I disciplinari di produzione dei singoli vitigni stabiliscono le rese massime di uva per ettaro e i titoli alcolometrici volumici naturali minimi.
Scorrendo l’attuale Regolamento si coglie l’esigenza primaria di tutelare la qualità del prodotto finale, visibile, per esempio, nell’incremento di prezzo previsto per le uve con più elevata gradazione zuccherina (grado Babo); una qualità che non impedisce l’innovazione, conciliandola con le prassi sperimentate, basti pensare alla raccolta meccanizzata, consentita, ma solo per le uve di seconda e terza categoria.
Il laboratorio enologico
La Cooperativa dispone di un proprio laboratorio di analisi enologiche con strumenti all’avanguardia come il distillatore elettronico, il misuratore di stabilità tartarica, l’analizzatore enzimatico e quello multiparametrico.
L’enologa Domenica Luciano, nel corso degli incontri, ci ha parlato del processo di fermentazione delle uve, delle tante analisi chimiche che devono essere eseguite, dell’importanza della presenza naturale di sostanze azotate nel mosto, del grado zuccherino e, ancora, di pH, solforosa, acidità, torbidità, stabilità proteica, stabilità tartarica, ossigeno disciolto …

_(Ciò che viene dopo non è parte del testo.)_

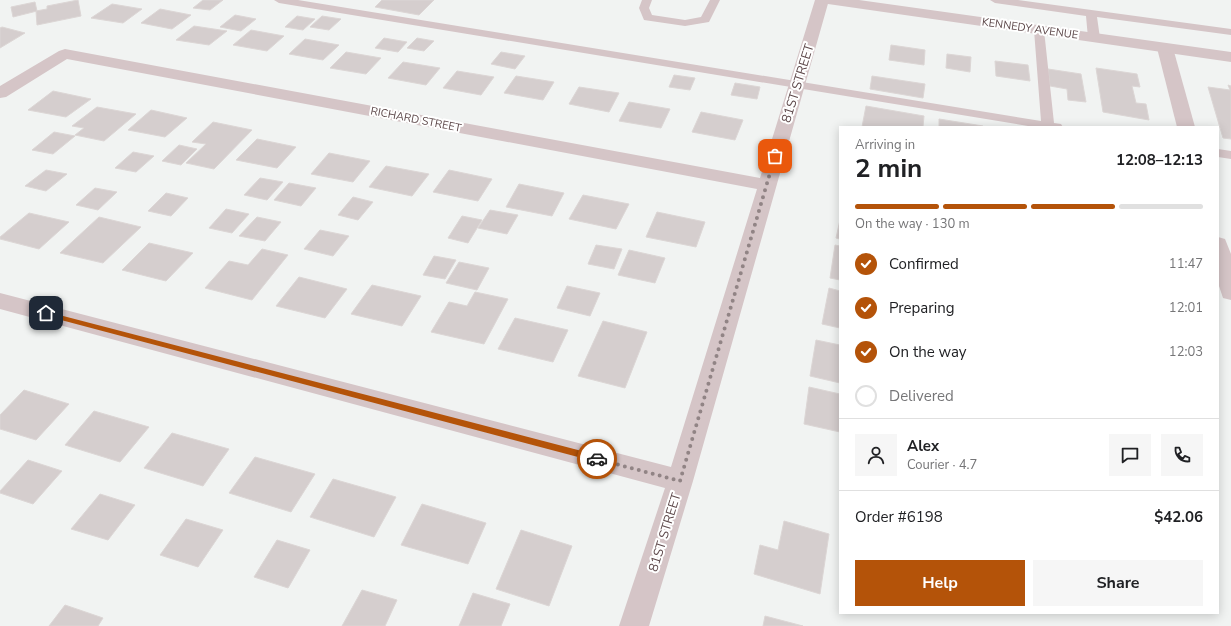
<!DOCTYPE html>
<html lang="en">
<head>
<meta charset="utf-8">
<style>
  body { margin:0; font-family:"Nunito Sans",sans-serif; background:#f6f6f6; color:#202124; height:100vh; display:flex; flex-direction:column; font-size:15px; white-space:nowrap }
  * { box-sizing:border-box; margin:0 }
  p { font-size:13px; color:#757577 }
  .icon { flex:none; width:22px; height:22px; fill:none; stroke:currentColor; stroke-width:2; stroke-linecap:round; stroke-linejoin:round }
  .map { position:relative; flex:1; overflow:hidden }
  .drawer { position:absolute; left:839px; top:126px; width:380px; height:488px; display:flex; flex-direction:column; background:#fff; border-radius:0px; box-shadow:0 2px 10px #0003 }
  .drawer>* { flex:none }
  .pin { position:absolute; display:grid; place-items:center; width:34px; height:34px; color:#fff; margin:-17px; border-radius:8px; box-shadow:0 2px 6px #0006 }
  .courier { position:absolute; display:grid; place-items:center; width:40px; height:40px; margin:-20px; border:3px solid #b45309; border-radius:50%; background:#fff; color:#222; box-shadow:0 1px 5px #0007 }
  .summary em { font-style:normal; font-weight:700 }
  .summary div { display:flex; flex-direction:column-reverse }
  .summary { display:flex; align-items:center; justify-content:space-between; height:68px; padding:0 16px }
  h1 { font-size:26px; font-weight:700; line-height:30px }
  .bar { display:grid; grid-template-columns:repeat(4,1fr); gap:6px 4px; align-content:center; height:48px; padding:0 16px }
  .bar i { height:5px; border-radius:3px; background:#e0e0e0 }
  .bar .selected { background:#b45309 }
  .bar p { grid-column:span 4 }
  .line { display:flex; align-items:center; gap:10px; padding:0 16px; border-top:1px solid #e0e0e0 }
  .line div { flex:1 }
  .round { display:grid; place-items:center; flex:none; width:42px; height:42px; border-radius:0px; background:#f6f6f6 }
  ol { padding:0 16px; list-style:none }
  li { display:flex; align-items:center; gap:12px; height:44px }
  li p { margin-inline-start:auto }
  li .icon { padding:4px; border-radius:50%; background:#b45309; color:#fff; stroke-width:4 }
  li:last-child { color:#757577 }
  li i { width:22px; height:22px; border:2px solid #e0e0e0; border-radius:50% }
  .cta { display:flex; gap:8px; margin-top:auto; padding:8px 16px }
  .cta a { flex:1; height:46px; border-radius:0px; background:#b45309; color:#fff; font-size:16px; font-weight:700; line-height:46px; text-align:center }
  .cta a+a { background:#f6f6f6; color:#202124 }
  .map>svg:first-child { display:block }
</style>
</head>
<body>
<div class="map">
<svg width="1231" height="626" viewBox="0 0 1231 626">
  <rect width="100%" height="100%" fill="#f1f3f2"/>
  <g fill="#d5cece" stroke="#dcd6d5">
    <path d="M78 0 81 16 37 25 36 11 47 9V6Z"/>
    <path d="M203 0H223L210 10 193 8Z"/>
    <path d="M382 0H434L419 15 375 7Z"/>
    <path d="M35 2 37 11 13 17 11 7Z"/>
    <path d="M112 4 142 9 123 23 91 18Z"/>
    <path d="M160 9 191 15 172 29 141 23Z"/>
    <path d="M235 15 256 19 241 31 220 27Z"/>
    <path d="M297 16 315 19 303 30 285 27Z"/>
    <path d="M322 16 341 19 329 30 310 27Z"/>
    <path d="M194 26 227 31 209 45 176 40Z"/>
    <path d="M2 27 25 33 0 48V28Z"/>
    <path d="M251 30 284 36 267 51 233 45Z"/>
    <path d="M384 38 407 42 398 52 375 48Z"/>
    <path d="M417 38 434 41 424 51 407 48Z"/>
    <path d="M305 39 339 45 323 60 289 54Z"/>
    <path d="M891 45 925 50 924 65 889 60Z"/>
    <path d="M346 52 381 58 366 74 330 68Z"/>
    <path d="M501 52 525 56 515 69 491 64Z"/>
    <path d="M947 54 971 57 970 72 946 68Z"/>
    <path d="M995 61 1028 65 1030 81 996 76Z"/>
    <path d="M403 62 440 68 426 85 388 78Z"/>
    <path d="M1096 68 1137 74 1140 87 1132 86 1136 103 1146 104 1149 120 1103 112Z"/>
    <path d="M1048 69 1081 74 1086 102 1068 100 1067 89 1050 86Z"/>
    <path d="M457 71 494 77 481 95 443 88Z"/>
    <path d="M674 75 695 78 690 90 669 87Z"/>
    <path d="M516 76 554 82 543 100 504 93Z"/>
    <path d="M872 76 925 84 923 98 870 89Z"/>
    <path d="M735 83 760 87 757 99 731 95Z"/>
    <path d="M1228 85 1231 86V139L1223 138 1208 87 1230 90Z"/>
    <path d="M579 87 619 93 609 112 569 104Z"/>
    <path d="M53 91 91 99 66 117 28 110Z"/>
    <path d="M629 102 670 109 661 128 619 121Z"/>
    <path d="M866 106 924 116 923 127H862Z"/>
    <path d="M97 107 136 114 104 141 75 135 84 128 72 126Z"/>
    <path d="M151 110 187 118 165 137 128 130Z"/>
    <path d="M701 112 743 120 735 140 692 132Z"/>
    <path d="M939 119 983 126V127H939Z"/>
    <path d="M213 122 252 130 214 169 186 163 206 144 192 142Z"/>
    <path d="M54 132 75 136 53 154 32 150Z"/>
    <path d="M257 139 296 147 277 168 236 160Z"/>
    <path d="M179 145 197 149 181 165 162 161Z"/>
    <path d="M133 152 154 156 136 172 115 168Z"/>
    <path d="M329 153 370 161 353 182 311 174Z"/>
    <path d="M386 166 429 174 412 196 369 187Z"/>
    <path d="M46 170 67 174 46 191 25 186Z"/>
    <path d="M449 170 492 179 478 201 433 192Z"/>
    <path d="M260 178 283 182 267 200 244 195Z"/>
    <path d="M289 183 316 188 301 206 274 200Z"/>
    <path d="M519 184 564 193 552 216 506 207Z"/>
    <path d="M95 188 117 192 98 210 76 205Z"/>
    <path d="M166 193 188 198 171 216 148 211Z"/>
    <path d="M583 195 629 204 616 229 569 219Z"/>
    <path d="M353 197 373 202 358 220 338 215Z"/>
    <path d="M226 209 249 214 232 233 209 228Z"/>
    <path d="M490 210 518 215 507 234 478 228Z"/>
    <path d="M657 212 705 222 696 247 646 237Z"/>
    <path d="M29 213 69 222 39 249 0 239V237Z"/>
    <path d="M462 216 482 220 468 243 448 238Z"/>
    <path d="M99 217 141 227 103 263 60 253Z"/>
    <path d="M257 217 281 222 265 241 239 236Z"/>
    <path d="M840 220V239L836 238Z"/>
    <path d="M320 230 349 236 333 256 304 249Z"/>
    <path d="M149 243 193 253 166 281 122 270Z"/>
    <path d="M596 245 622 249 614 269 588 264Z"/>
    <path d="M835 245 840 246V280L830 278Z"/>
    <path d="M262 249 288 255 252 300 205 288 229 261 248 265Z"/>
    <path d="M629 250 665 258 655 283 618 275Z"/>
    <path d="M434 256 456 260 445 279 423 275Z"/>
    <path d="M459 262 489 268 477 290 446 283Z"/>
    <path d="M299 277 347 289 325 318 276 306Z"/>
    <path d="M372 285 421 296 402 326 351 314Z"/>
    <path d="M567 286 600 293 590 316 557 308Z"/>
    <path d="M829 288 840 291V328L822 324Z"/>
    <path d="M475 292 508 299 484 344 431 332 449 302 467 306Z"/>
    <path d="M515 318 568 330 553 362 498 349Z"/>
    <path d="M603 321 647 332 625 388 578 376Z"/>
    <path d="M816 340 840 345V383L810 376Z"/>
    <path d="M809 387 840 394V432L804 424Z"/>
    <path d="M24 390 69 404 36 440 0 429V415Z"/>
    <path d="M94 411 149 427 120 462 65 445Z"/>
    <path d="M172 433 229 449 203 486 144 468Z"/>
    <path d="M255 457 315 474 291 512 229 493Z"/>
    <path d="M28 460 62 471 33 504 0 493V491Z"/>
    <path d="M333 479 396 497 374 537 310 517Z"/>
    <path d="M100 494 135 505 108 540 71 529Z"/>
    <path d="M422 504 486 523 468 564 401 545Z"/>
    <path d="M186 519 223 530 198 567 160 555Z"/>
    <path d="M784 521 829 534 820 594 754 574 760 545 778 550Z"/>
    <path d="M521 530 572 546 549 606 496 589Z"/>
    <path d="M277 540 310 550 288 588 254 577Z"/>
    <path d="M362 590 397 600 385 626H342Z"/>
    <path d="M473 593 510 604 501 626H459Z"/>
    <path d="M65 605 103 618 98 626H49Z"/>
    <path d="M765 616 803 626H763Z"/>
  </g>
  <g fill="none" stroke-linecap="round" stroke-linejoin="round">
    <g fill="#d5c5c7" fill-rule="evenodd">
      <path d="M274 0H298L1041 121 1034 30 1039 27 1044 30 1054 123 1061 124 1063 127H1034L279 3Z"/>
      <path d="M642 0H652L649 8 652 15 685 20 701 17 710 0H720L709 22 685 26 644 20 639 8Z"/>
      <path d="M990 0H1018L1231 29V35L1097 17 1100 38 1094 41 1088 38 1086 16 995 3Z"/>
      <path d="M1218 149 1231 151V159L1218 157Z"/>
    </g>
    <g fill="#d5c5c7" fill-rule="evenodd">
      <path d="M815 0H829L693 481 649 626H619L665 488 0 309V293L671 467 757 189 67 59 6 97 0 98V86L59 51 65 49 760 178Z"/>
      <path d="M1165 43 1170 45 1173 48 1195 127H1177L1157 48 1160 45Z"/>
      <path d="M1218 237 1225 239 1231 254V300L1223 298 1218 283Z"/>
    </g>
    <path fill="#d5c5c7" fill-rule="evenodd" d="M821 0H859L1231 52V62L828 4 823 3Z"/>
  </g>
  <path fill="#b45309" d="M44 311 597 455 600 459 597 462 46 316 44 315Z"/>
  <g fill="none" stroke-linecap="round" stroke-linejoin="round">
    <path stroke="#918485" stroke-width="4" stroke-dasharray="0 7.2" d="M597 459 680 481 775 156"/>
  </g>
  <g text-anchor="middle" stroke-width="4" stroke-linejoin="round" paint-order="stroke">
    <g font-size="11" fill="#5e494b" stroke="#fff">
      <text transform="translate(1030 28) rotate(8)" y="4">KENNEDY AVENUE</text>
      <text transform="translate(416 119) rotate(11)" y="4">RICHARD STREET</text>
    </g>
    <g font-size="13" fill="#5e494b" stroke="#fff">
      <text transform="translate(797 83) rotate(-73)" y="5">81ST STREET</text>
      <text transform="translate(664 532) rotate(-73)" y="5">81ST STREET</text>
    </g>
  </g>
</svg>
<div class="pin" style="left:775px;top:156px;background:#ea580c"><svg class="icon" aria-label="bag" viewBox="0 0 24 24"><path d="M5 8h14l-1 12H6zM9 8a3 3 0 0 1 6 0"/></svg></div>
<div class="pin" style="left:46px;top:313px;background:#1f2937"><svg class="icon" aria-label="home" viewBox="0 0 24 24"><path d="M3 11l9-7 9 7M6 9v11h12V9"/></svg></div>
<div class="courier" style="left:597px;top:459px"><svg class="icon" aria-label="car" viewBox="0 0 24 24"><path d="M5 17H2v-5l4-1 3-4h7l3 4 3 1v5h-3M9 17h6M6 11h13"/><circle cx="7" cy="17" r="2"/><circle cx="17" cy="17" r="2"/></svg></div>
<section class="drawer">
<div class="summary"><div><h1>2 min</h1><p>Arriving in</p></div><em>12:08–12:13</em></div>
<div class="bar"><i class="selected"></i><i class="selected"></i><i class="selected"></i><i></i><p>On the way · 130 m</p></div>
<ol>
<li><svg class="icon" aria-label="check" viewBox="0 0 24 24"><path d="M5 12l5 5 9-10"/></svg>Confirmed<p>11:47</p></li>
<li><svg class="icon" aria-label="check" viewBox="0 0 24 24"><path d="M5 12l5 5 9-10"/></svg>Preparing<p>12:01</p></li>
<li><svg class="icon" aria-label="check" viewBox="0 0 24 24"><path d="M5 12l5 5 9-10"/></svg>On the way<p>12:03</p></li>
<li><i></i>Delivered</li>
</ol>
<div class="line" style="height:72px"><a class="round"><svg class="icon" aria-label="person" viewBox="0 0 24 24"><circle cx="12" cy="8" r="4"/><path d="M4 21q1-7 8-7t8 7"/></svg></a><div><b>Alex</b><p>Courier · 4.7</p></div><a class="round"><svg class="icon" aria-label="chat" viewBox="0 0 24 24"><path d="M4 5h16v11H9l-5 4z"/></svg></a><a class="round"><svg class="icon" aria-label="phone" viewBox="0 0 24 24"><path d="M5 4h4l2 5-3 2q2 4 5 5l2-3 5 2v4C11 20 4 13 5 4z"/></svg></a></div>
<div class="line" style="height:52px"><div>Order #6198</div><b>$42.06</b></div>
<div class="cta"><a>Help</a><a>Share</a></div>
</section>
</div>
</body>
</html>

Abbiamo avuto modo di sperimentare il funzionamento del distillatore elettronico per la determinazione dell’alcol e dell’acidità volatile; utilizzando un titolatore potenziometrico automatico, abbiamo misurato l’anidride solforosa, uno dei parametri chimici più importanti del vino, in quanto la SO2 libera e la SO2 molecolare costituiscono una protezione nei confronti dell’ossidazione di natura chimica, inibiscono lo sviluppo di numerosi microrganismi e fissano l’ossigeno presente nel vino, conservandone il gusto e l’aroma naturale.
Arte, ricerca e sviluppo
Su una porticina laterale scorgiamo una piccola targa, ARS – Arte, Ricerca e Sviluppo: all’interno c’è un laboratorio di ricerca; tra piccoli silos e strumentazione enologica varia, su un piccolo tavolo, in bella mostra, scorgiamo i campioni di terreno e i vini frutto della recente sperimentazione; apprendiamo che, attraverso la micro-vinificazione, i tecnici selezionano costantemente nuovi sapori, aromi e colori, rispondendo alle sollecitazioni di un mercato in rapida evoluzione.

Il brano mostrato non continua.